The 16th century sculpture has – over the past 500 years – found many homes around the town, including spending some time reposing in the town jail before being placed standing upright in a garden next to the townhouse.
In 1908 it vanished for two weeks from the gardens on Bridge Street but just as mysteriously reappeared again. More recently the effigy was moved to the former museum in the library, and it has stayed there upstairs ever since.
With Wick Library soon to be closed, the way has been closed for its return “home”.
Hugh Simpson (Contractors) was called in to do the complex job of getting the heavy sculpture safely out of the library building, through the town and into the church, which was completed on Wednesday. The effigy can now be found lying to the right of the pulpit on an oak base made by Ian Maclean, a member of the church’s congregation.

The sculpture is of a man with long, tonsured hair, dressed in a loose, cassock-like garment with loose sleeves. His hands are folded across his breast and hold a cross with small round bosses, probably representing jewels, on it. His feet rest upon a crouched or sleeping lion.
Church elder and local historian Harry Gray said the church is delighted to have St Fergus home. The effigy originally came from the old St Fergus kirk, of which a fragment still stands and known locally as the Sinclair Aisle next to the current St Fergus Church.
The church will hold a reconsecration service soon, with a date yet to be set.
Mr Gray said: “St Fergus was a very important man. There were two or three saints who came here but he seemed to be popular.
“The first church built on this site was built some time before the reformation in 1560. Nobody quite knows where the first church was in Wick.
“The effigy was in the church for a very long time. Once the old St Fergus kirk was demolished, the authorities took him away and had him standing in the town gardens next to the town hall.”
The Northern Ensign reported in 1908 about the disappearance of the effigy from the gardens. No one knew how it had been taken, by whom or why. Two weeks later it just as suddenly reappeared.

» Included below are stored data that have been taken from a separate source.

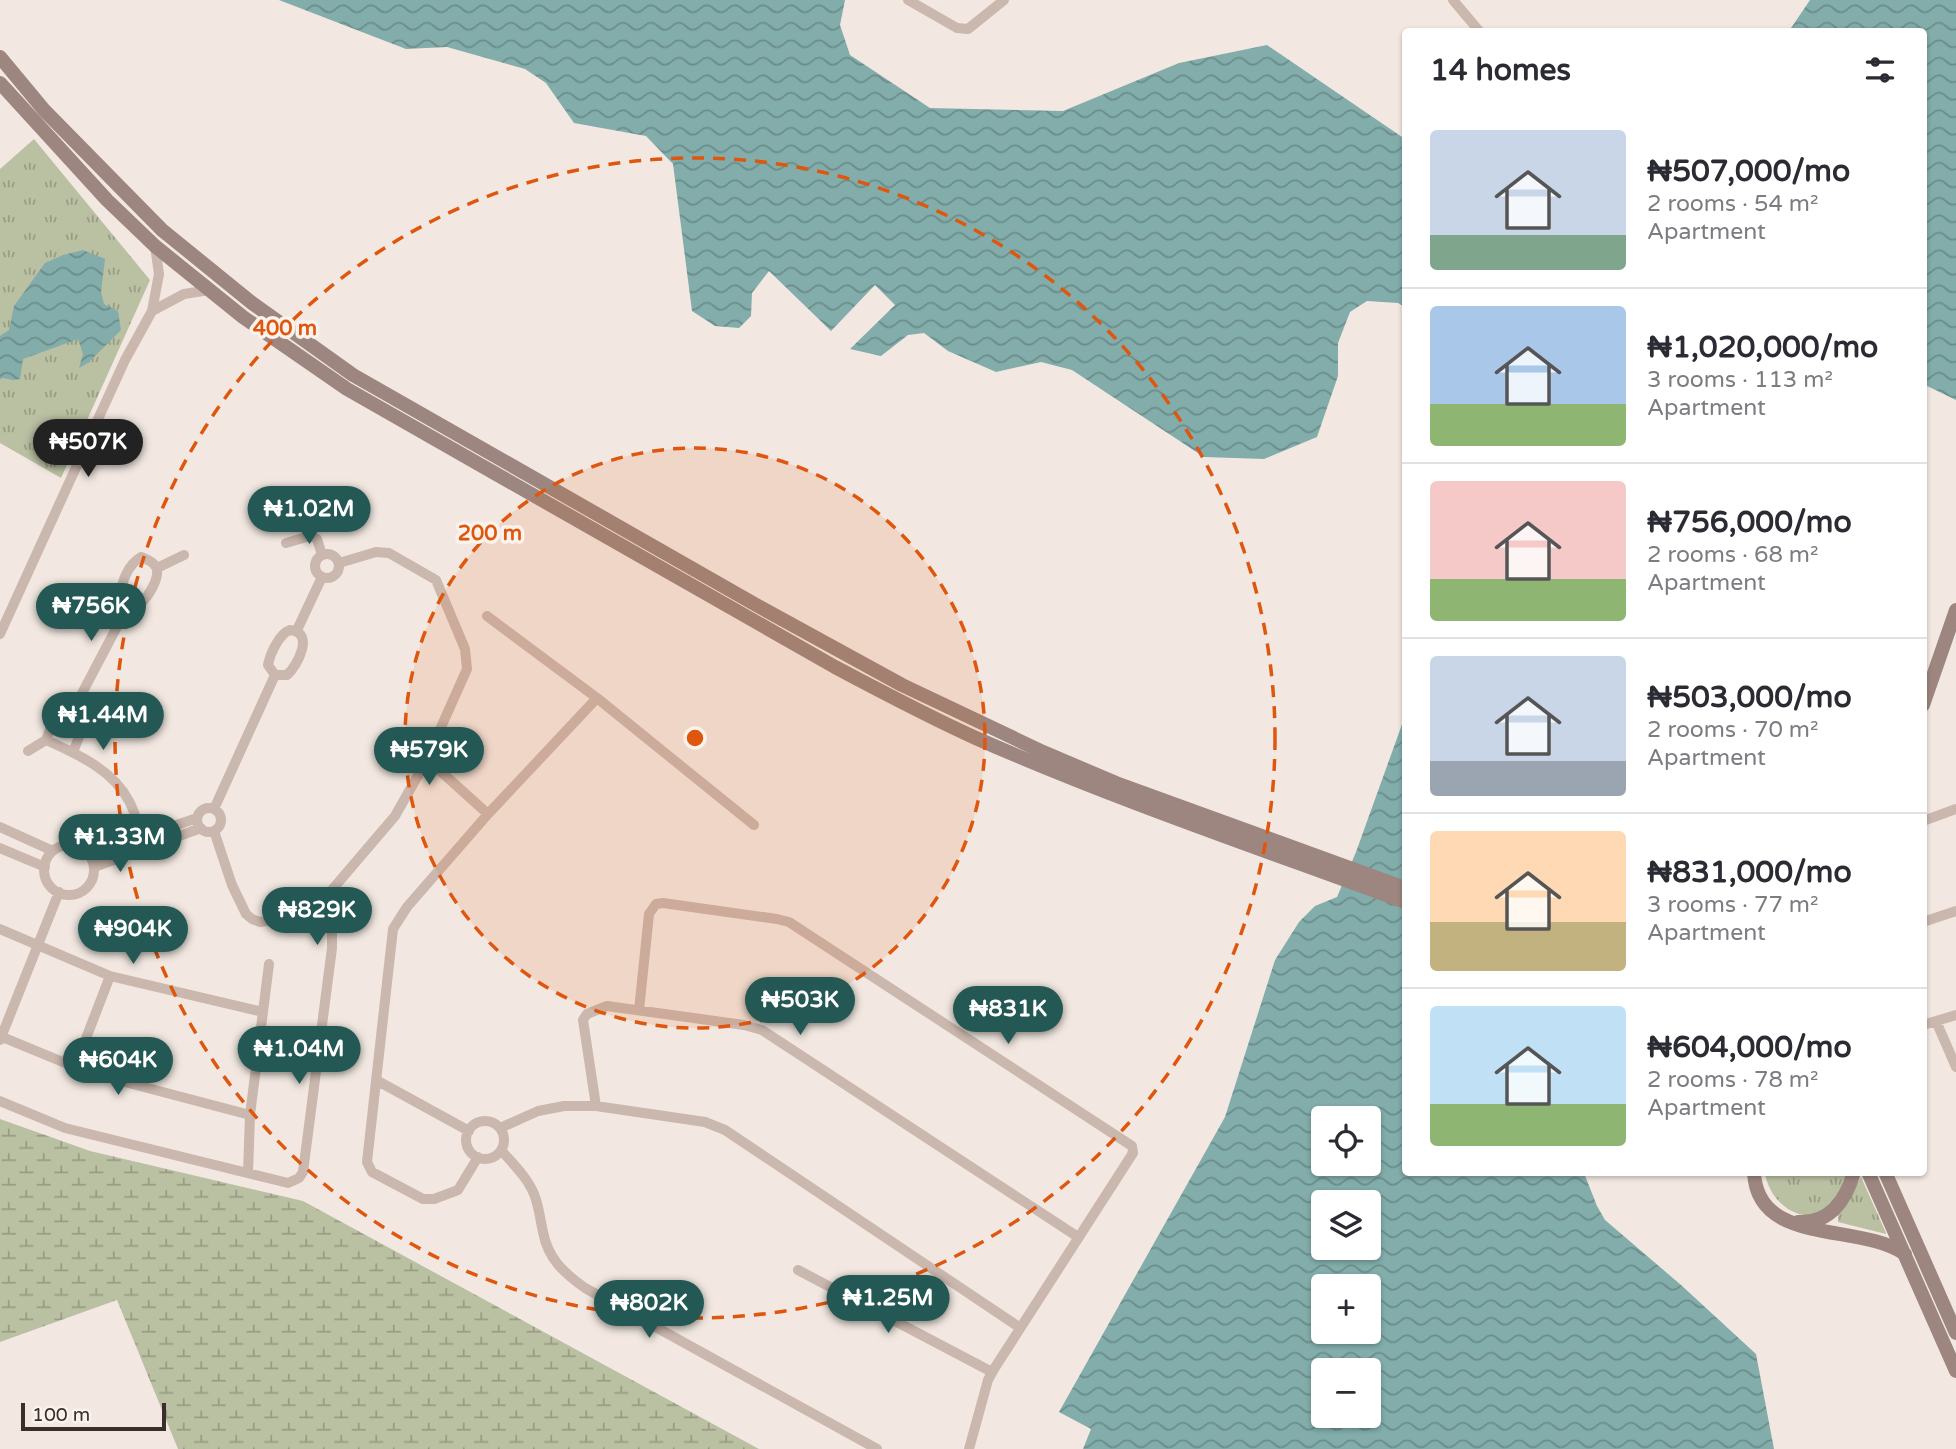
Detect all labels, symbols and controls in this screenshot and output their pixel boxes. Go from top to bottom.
icon: filters [1861,51,1899,89]
text: 14 homes [1430,52,1571,89]
text: ₦507,000/mo [1647,153,1850,190]
icon: home [1486,158,1570,242]
text: 2 rooms · 54 m² [1647,190,1818,218]
text: Apartment [1647,218,1766,246]
text: 400 m [253,316,317,341]
text: ₦1,020,000/mo [1647,329,1878,366]
icon: home [1486,334,1570,418]
text: 3 rooms · 113 m² [1647,366,1833,394]
text: Apartment [1647,394,1766,422]
pin: ₦507K [39,420,137,479]
text: ₦507K [49,428,127,456]
pin: ₦1.02M [252,486,366,546]
text: ₦1.02M [264,495,354,523]
text: ₦756,000/mo [1647,504,1852,541]
icon: home [1486,509,1570,593]
text: 200 m [458,521,522,546]
text: 2 rooms · 68 m² [1647,541,1818,569]
text: Apartment [1647,569,1766,597]
pin: ₦756K [42,584,140,643]
text: ₦756K [52,592,130,620]
text: ₦503,000/mo [1647,679,1852,716]
icon: home [1486,684,1570,768]
pin: ₦1.44M [46,692,160,752]
text: ₦1.44M [58,701,148,729]
text: 2 rooms · 70 m² [1647,716,1818,744]
centre of rings [683,726,707,750]
pin: ₦579K [380,728,478,787]
text: ₦579K [390,736,468,764]
text: Apartment [1647,744,1766,772]
pin: ₦1.33M [63,814,177,874]
text: ₦1.33M [75,823,165,851]
text: ₦831,000/mo [1647,854,1852,891]
icon: home [1486,859,1570,943]
pin: ₦829K [268,888,366,947]
text: 3 rooms · 77 m² [1647,891,1818,919]
text: ₦829K [278,896,356,924]
pin: ₦904K [84,906,182,966]
text: ₦904K [94,915,172,943]
text: Apartment [1647,919,1766,947]
pin: ₦503K [751,978,849,1037]
text: ₦503K [761,986,839,1014]
pin: ₦831K [959,986,1057,1046]
text: ₦831K [969,995,1047,1023]
pin: ₦1.04M [242,1026,356,1086]
text: ₦604,000/mo [1647,1029,1852,1066]
icon: home [1486,1034,1570,1118]
text: ₦1.04M [254,1035,344,1063]
pin: ₦604K [69,1038,167,1097]
text: ₦604K [79,1046,157,1074]
text: 2 rooms · 78 m² [1647,1066,1818,1094]
text: Apartment [1647,1094,1766,1122]
map controls [1311,1106,1381,1428]
button: locate [1311,1106,1381,1176]
button: layers [1311,1190,1381,1260]
button: + [1311,1274,1381,1344]
pin: ₦1.25M [831,1276,945,1335]
pin: ₦802K [600,1280,698,1340]
text: ₦1.25M [843,1284,933,1312]
text: ₦802K [610,1289,688,1317]
button: − [1311,1358,1381,1428]
scale bar [21,1400,166,1432]
text: 100 m [32,1404,90,1426]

Mr Gray said: “We have got Hugh Simpson’s men shifting it and it’s going to take a lot of them to do it so how in 1908 they managed to spirit a six hundredweight effigy away without anyone knowing – and return it – is beyond me.”
The effigy’s nose was broken when it was attacked in 1613 by Bower minister Dr Richard Merchiston but it has been fixed. Apart from that, it is in very good condition.
Mr Gray said: “We are absolutely thrilled to have St Fergus back. Not only have we got St Fergus but we’ve got the original baptismal font from the old kirk.”
The font was discovered in 1840 but disappeared again before being found more recently in the Bruce Buildings and returned to the church in 2011.
Mr Gray said: “We had people up from Edinburgh to look at it and they thought it was 15th, 14th or even an earlier century. They had never seen anything like it before.”